Ahh stop ya bitch`n    Go on, admit it....you fuked up :yep:


----------



## Fade (Jul 8, 2002)

Milk milk milk


----------



## I Are Baboon (Jul 8, 2002)

yyyyup.  I botched.  

It's frickin Monday morning.  Cut me some slack, homey.


----------



## w8lifter (Jul 8, 2002)

You should have a cream option


----------



## I Are Baboon (Jul 8, 2002)

> _*Originally posted by w8lifter *_
> You should have a cream option



Well MODERATORS of this forum can edit the poll..........


----------



## w8lifter (Jul 8, 2002)

It says I do not have access, what's up w/ that?


----------



## w8lifter (Jul 8, 2002)

Flax should be added as well


----------



## I Are Baboon (Jul 8, 2002)

Who uses flax as their liquid "base"?  That's a shitload of flax!


----------



## w8lifter (Jul 8, 2002)

Well duh...I thought this was in nutrition  I thought Prince had taken my mod status away  I can't edit this, I'm not mod here...you'll have to w8 till DP comes back 

And I use flax


----------



## w8lifter (Jul 8, 2002)

And you use a tbsp of flax or 3 tbsp of cream and mix it w/ water, lol


----------



## I Are Baboon (Jul 8, 2002)

Well then that would make your answer to this poll either "water" or "combo".  

Maybe Prince took your Supplements mod status away.  Step one in your path to IM banishment.....


----------



## w8lifter (Jul 8, 2002)

> _*Originally posted by I Are Baboon *_
> Well then that would make your answer to this poll either "water" or "combo".
> 
> Maybe Prince took your Supplements mod status away.  Step one in your path to IM banishment.....

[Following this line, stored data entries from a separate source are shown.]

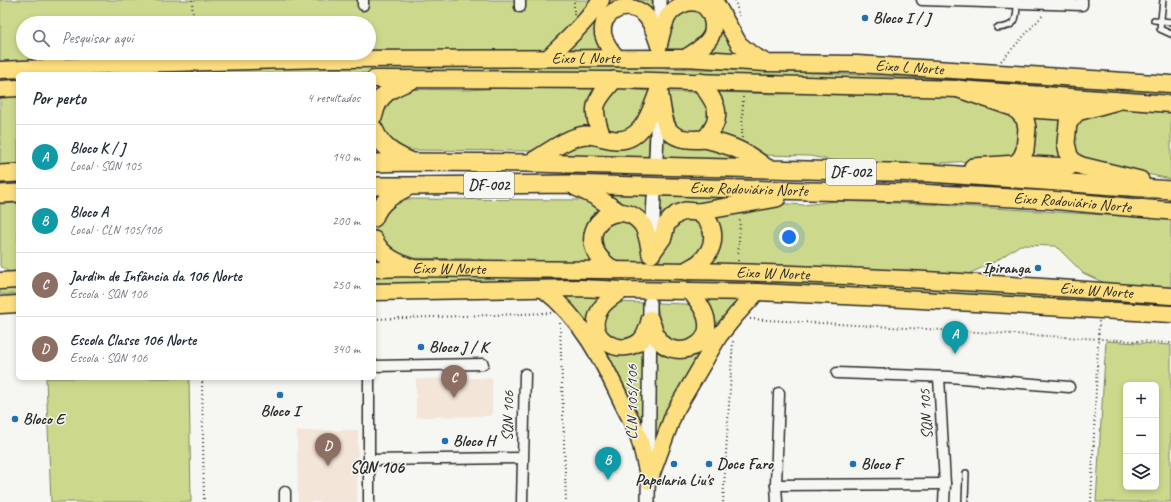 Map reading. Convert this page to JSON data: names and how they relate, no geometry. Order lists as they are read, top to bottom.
{
  "streets": {
    "highway": ["DF-002", "Eixo Rodoviário Norte"],
    "main road": ["Eixo L Norte", "Eixo W Norte"],
    "street": ["CLN 105/106", "SQN 105", "SQN 106"]
  },
  "districts": ["SQN 106"],
  "places": [
    "Bloco I / J",
    "Ipiranga",
    "Bloco J / K",
    "Bloco I",
    "Bloco E",
    "Bloco H",
    "Papelaria Liu's",
    "Doce Faro",
    "Bloco F"
  ],
  "page": {
    "search": "Pesquisar aqui",
    "heading": ["Por perto", "4 resultados"],
    "list": [
      {
        "mark": "A",
        "name": "Bloco K / J",
        "note": "Local · SQN 105",
        "value": "140 m"
      },
      {
        "mark": "B",
        "name": "Bloco A",
        "note": "Local · CLN 105/106",
        "value": "200 m"
      },
      {
        "mark": "C",
        "name": "Jardim de Infância da 106 Norte",
        "note": "Escola · SQN 106",
        "value": "250 m"
      },
      {
        "mark": "D",
        "name": "Escola Classe 106 Norte",
        "note": "Escola · SQN 106",
        "value": "340 m"
      }
    ],
    "pins": [
      "A",
      "C",
      "D",
      "B"
    ],
    "map_buttons": ["+", "−"]
  }
} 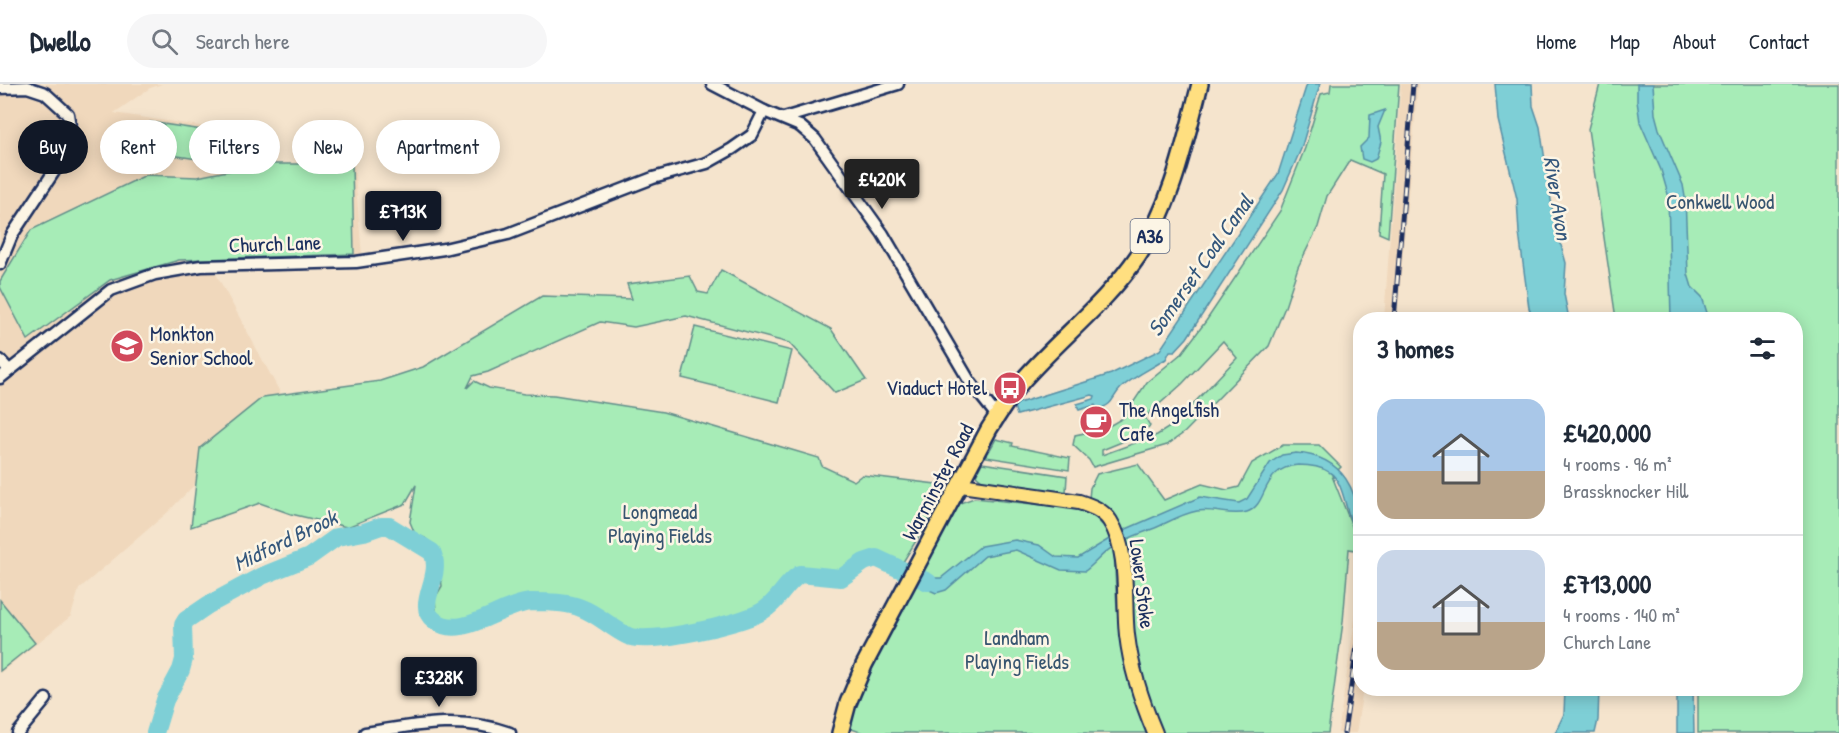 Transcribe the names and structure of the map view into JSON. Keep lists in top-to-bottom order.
{
  "streets": {
    "highway": ["A36", "Warminster Road"],
    "main road": ["Lower Stoke"],
    "street": ["Church Lane"]
  },
  "crossings": [
    ["Warminster Road", "Lower Stoke"]
  ],
  "water": ["River Avon", "Somerset Coal Canal", "Midford Brook"],
  "parks": ["Conkwell Wood", "Longmead Playing Fields", "Landham Playing Fields"],
  "places": {
    "school or university": ["Monkton Senior School"],
    "bus stop": ["Viaduct Hotel"],
    "cafe": ["The Angelfish Cafe"]
  },
  "page": {
    "header": "Dwello",
    "search": "Search here",
    "nav": [
      "Home",
      "Map",
      "About",
      "Contact"
    ],
    "chip": [
      "Buy",
      "Rent",
      "Filters",
      "New",
      "Apartment"
    ],
    "price": ["£420K", "£713K", "£328K"],
    "heading": "3 homes",
    "list": [
      {
        "name": "£420,000",
        "note": "4 rooms · 96 m² · Brassknocker Hill"
      },
      {
        "name": "£713,000",
        "note": "4 rooms · 140 m² · Church Lane"
      }
    ]
  }
} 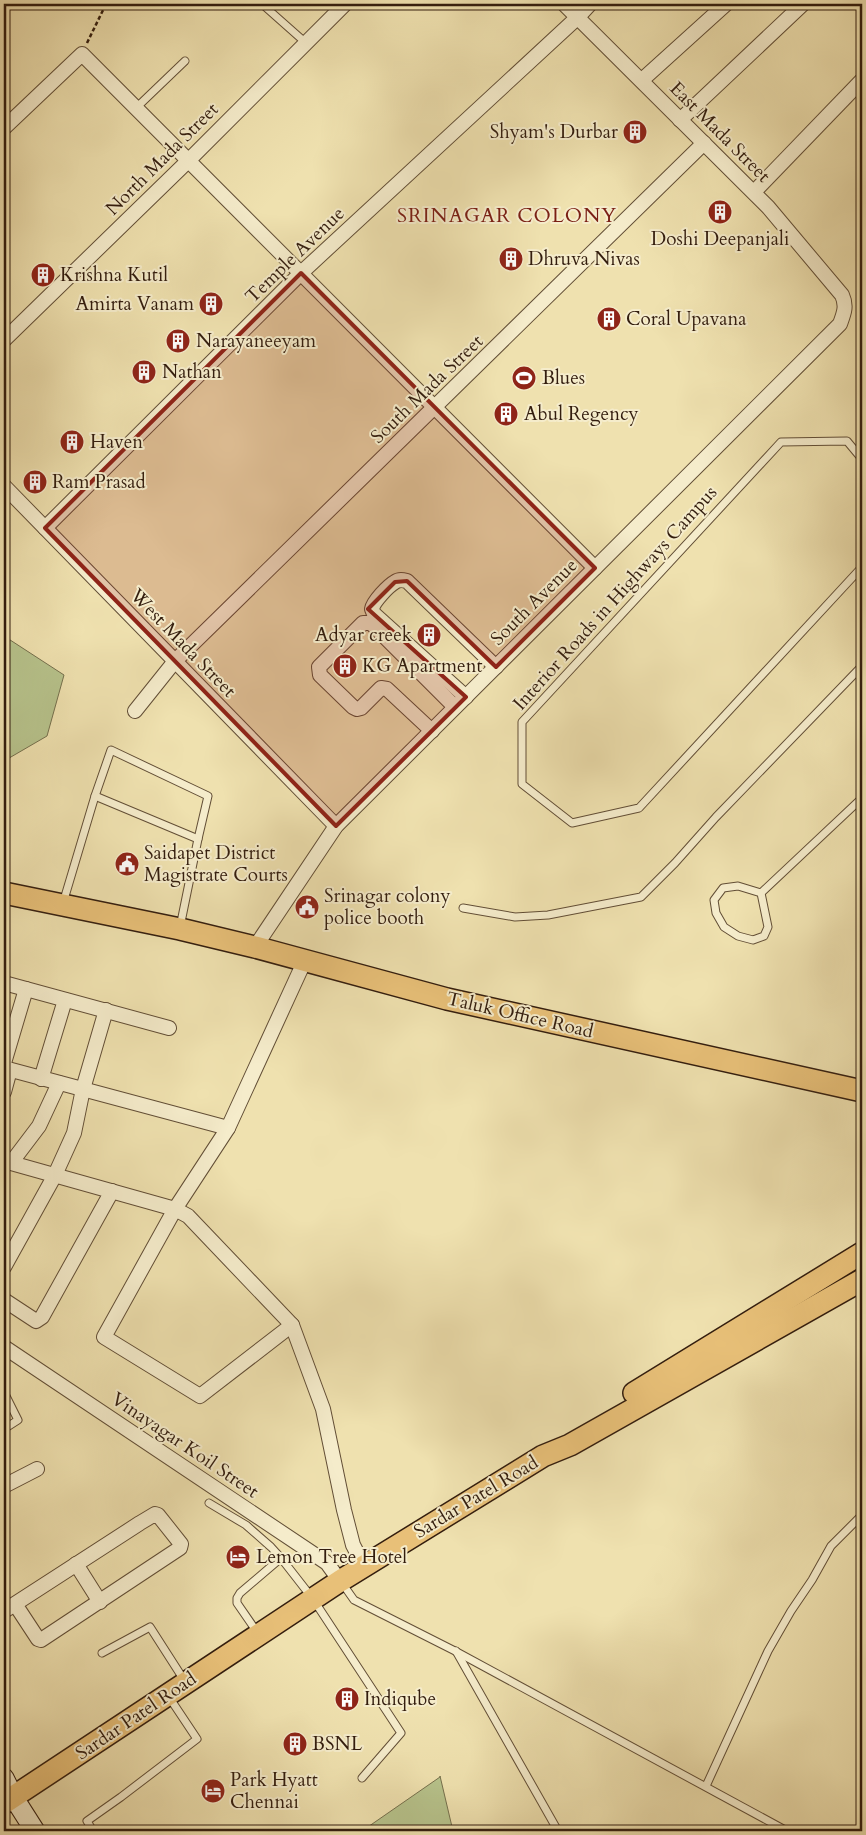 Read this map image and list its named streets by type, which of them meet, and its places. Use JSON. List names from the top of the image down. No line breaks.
{"streets":{"main road":["Taluk Office Road","Sardar Patel Road"],"street":["East Mada Street","North Mada Street","Temple Avenue","South Mada Street","South Avenue","West Mada Street","Vinayagar Koil Street"],"lane":["Interior Roads in Highways Campus"]},"crossings":[["East Mada Street","Temple Avenue"],["East Mada Street","South Mada Street"],["East Mada Street","South Avenue"],["Temple Avenue","West Mada Street"],["South Mada Street","West Mada Street"],["South Avenue","West Mada Street"],["South Avenue","Taluk Office Road"],["Vinayagar Koil Street","Sardar Patel Road"]],"districts":["SRINAGAR COLONY"],"places":{"building":["Shyam's Durbar","Doshi Deepanjali","Dhruva Nivas","Krishna Kutil","Amirta Vanam","Coral Upavana","Narayaneeyam","Nathan","Abul Regency","Haven","Ram Prasad","Adyar creek","KG Apartment","Indiqube","BSNL"],"sports":["Blues"],"public building":["Saidapet District Magistrate Courts","Srinagar colony police booth"],"hotel":["Lemon Tree Hotel","Park Hyatt Chennai"]}} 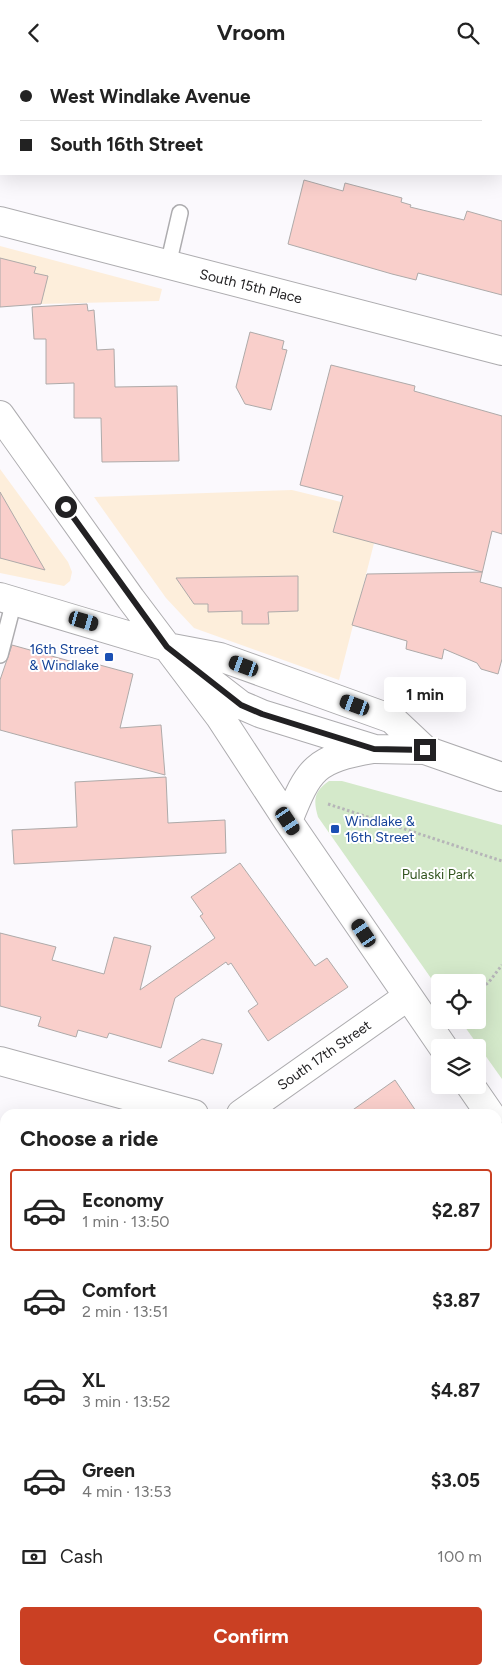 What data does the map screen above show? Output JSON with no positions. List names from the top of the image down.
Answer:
{
  "streets": {
    "street": ["South 15th Place", "South 17th Street"]
  },
  "parks": ["Pulaski Park"],
  "places": {
    "transit": ["16th Street & Windlake", "Windlake & 16th Street"]
  },
  "page": {
    "header": "Vroom",
    "banner": ["West Windlake Avenue", "South 16th Street"],
    "bubble": "1 min",
    "heading": "Choose a ride",
    "list": [
      {
        "name": "Economy",
        "note": "1 min · 13:50",
        "value": "$2.87"
      },
      {
        "name": "Comfort",
        "note": "2 min · 13:51",
        "value": "$3.87"
      },
      {
        "name": "XL",
        "note": "3 min · 13:52",
        "value": "$4.87"
      },
      {
        "name": "Green",
        "note": "4 min · 13:53",
        "value": "$3.05"
      }
    ],
    "pay": ["Cash", "100 m"],
    "buttons": "Confirm"
  }
} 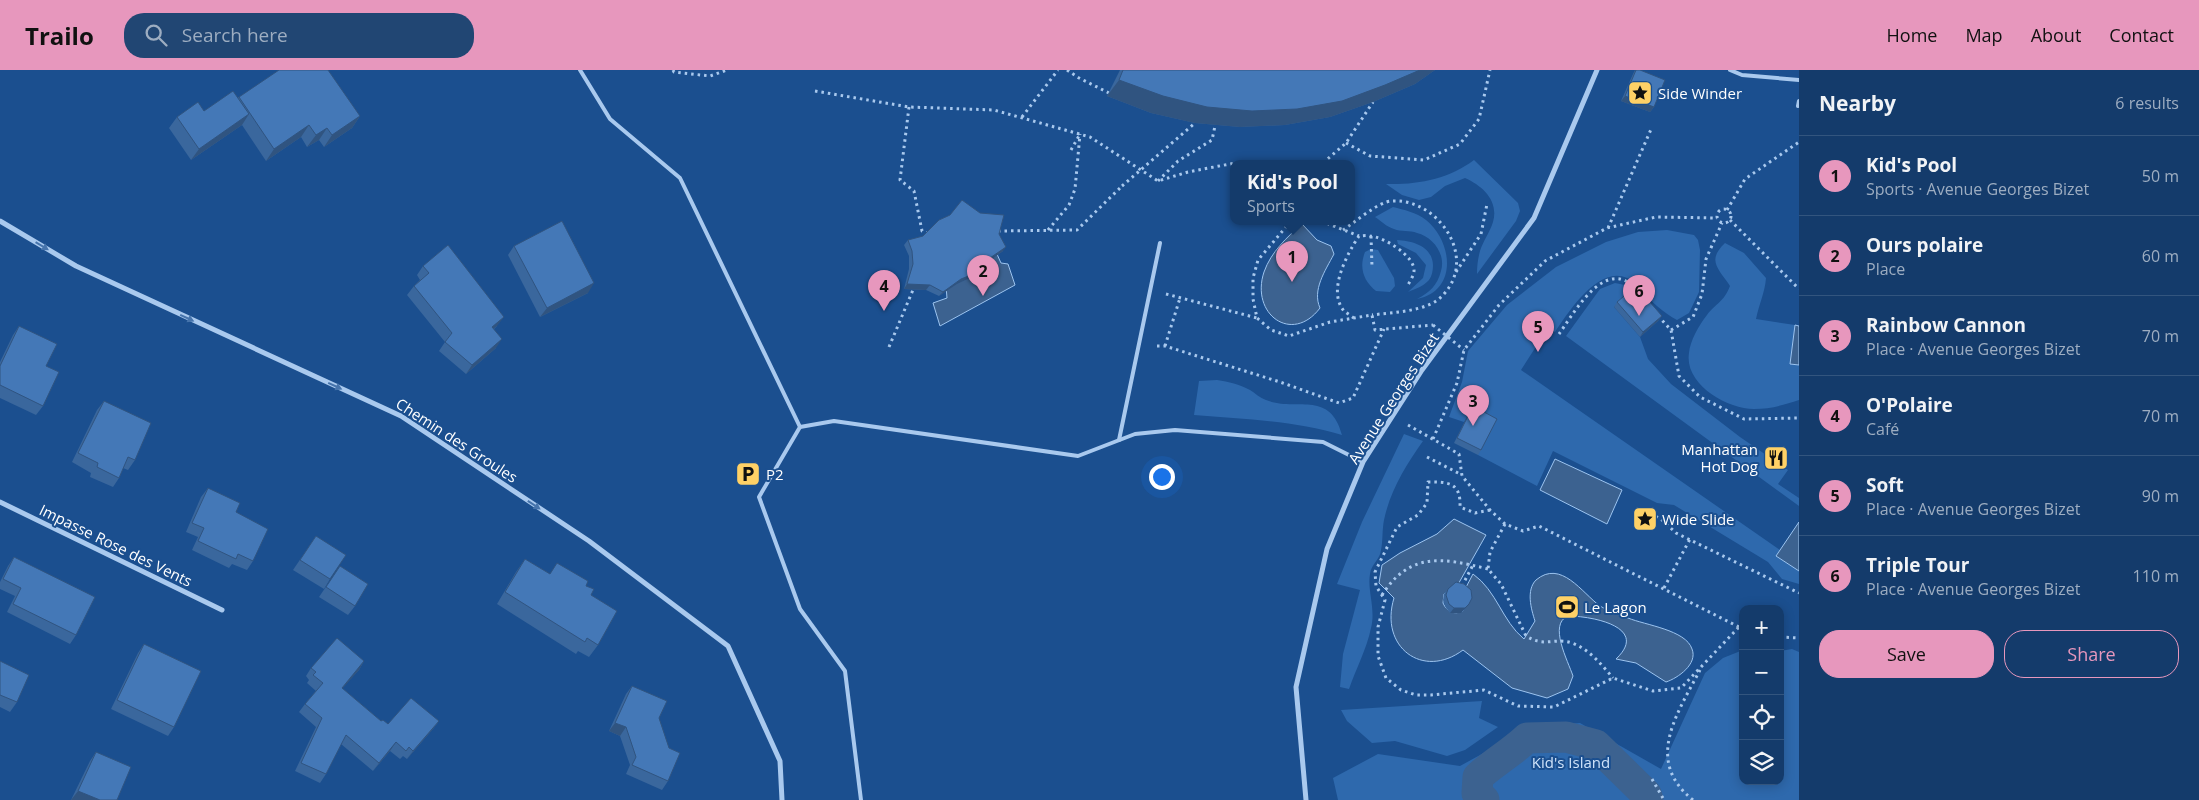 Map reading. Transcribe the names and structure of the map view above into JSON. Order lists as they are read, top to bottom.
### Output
{
  "streets": {
    "street": ["Avenue Georges Bizet", "Chemin des Groules", "Impasse Rose des Vents"]
  },
  "one_way": ["Chemin des Groules"],
  "parks": ["Kid's Island"],
  "places": {
    "place": ["Side Winder", "Wide Slide"],
    "restaurant": ["Manhattan Hot Dog"],
    "parking": ["P2"],
    "sports": ["Le Lagon"]
  },
  "page": {
    "header": "Trailo",
    "search": "Search here",
    "nav": [
      "Home",
      "Map",
      "About",
      "Contact"
    ],
    "heading": ["Nearby", "6 results"],
    "list": [
      {
        "mark": "1",
        "name": "Kid's Pool",
        "note": "Sports · Avenue Georges Bizet",
        "value": "50 m"
      },
      {
        "mark": "2",
        "name": "Ours polaire",
        "note": "Place",
        "value": "60 m"
      },
      {
        "mark": "3",
        "name": "Rainbow Cannon",
        "note": "Place · Avenue Georges Bizet",
        "value": "70 m"
      },
      {
        "mark": "4",
        "name": "O'Polaire",
        "note": "Café",
        "value": "70 m"
      },
      {
        "mark": "5",
        "name": "Soft",
        "note": "Place · Avenue Georges Bizet",
        "value": "90 m"
      },
      {
        "mark": "6",
        "name": "Triple Tour",
        "note": "Place · Avenue Georges Bizet",
        "value": "110 m"
      }
    ],
    "popup": ["Kid's Pool", "Sports"],
    "pins": [
      "1",
      "2",
      "4",
      "6",
      "5",
      "3"
    ],
    "map_buttons": ["+", "−"],
    "buttons": ["Save", "Share"]
  }
}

That what i thought  but I was never mod of supps


----------



## LAM (Jul 8, 2002)

always water...


----------



## J'Bo (Jul 8, 2002)

Water, and cream, Udo's, or hempseed oil.


----------



## Mudge (Jul 8, 2002)

I used to  use milk when I cared about taste, I use water now, sometimes I add whipping cream.


----------



## nikegurl (Jul 8, 2002)

water & flax.


----------



## seyone (Jul 8, 2002)

water and milk, I just can't drink it down with just water.


----------



## Mudge (Jul 8, 2002)

Some products taste better than others, I figure its 2-3 cups of garbage so it will be over with soon


----------



## KataMaStEr (Jul 8, 2002)

pre workout I mix it with just water/and after workout I mix it with milk and add a banana.


----------



## Mudge (Jul 8, 2002)

I used to like a bannana/milk with mine for energy pre-workout though.


----------



## buff_tat2d_chic (Jul 8, 2002)

I use 8 oz FF milk. Is that bad?????


----------



## kuso (Jul 8, 2002)

FF milk still has sugar in it.


----------



## buff_tat2d_chic (Jul 8, 2002)

> _*Originally posted by kuso *_
> FF milk still has sugar in it.




Added to it? or milk has sugar? or am I just fuqing lost?<------probably lost as usual.


----------



## KataMaStEr (Jul 8, 2002)

Milk has sugar, usualy about 12g per serving


----------



## buff_tat2d_chic (Jul 8, 2002)

> _*Originally posted by kuso *_
> FF milk still has sugar in it.



DAMN! I need help figuring this menu thing out!


----------



## Mudge (Jul 8, 2002)

Thats why "dairy is evil".


----------



## BUSTINOUT (Jul 8, 2002)

Depends whether I am bulking or cutting.  Most of the time water, but when bulking I drink about a gallon of milk/day.  Not much difference in taste, just texture abd a little sweeter.  Flax is usually added too.  Most powders do not have EFA added to them because it would go rancid on the shelves.   Be careful with hempseed if you are at risk if being dope tested.


----------



## PulsatingArt (Jul 9, 2002)

Jack Daniels.      (just kidding)  
I use Cream or Red Cap Milk when building mass, and when cutting, either skim milk or H2O or mixed.


----------



## mad_mike (Jul 9, 2002)

I use 1% milk all the time jus to get the little bit of extra protein.


----------



## bigss75 (Jul 9, 2002)

I use skim milk all the time That is one of the only reasons i can down some shakes.


----------



## dvlmn666 (Jul 10, 2002)

water here.


----------



## Destram (Jul 10, 2002)

> _*Originally posted by bigss75 *_
> I use skim milk all the time That is one of the only reasons i can down some shakes.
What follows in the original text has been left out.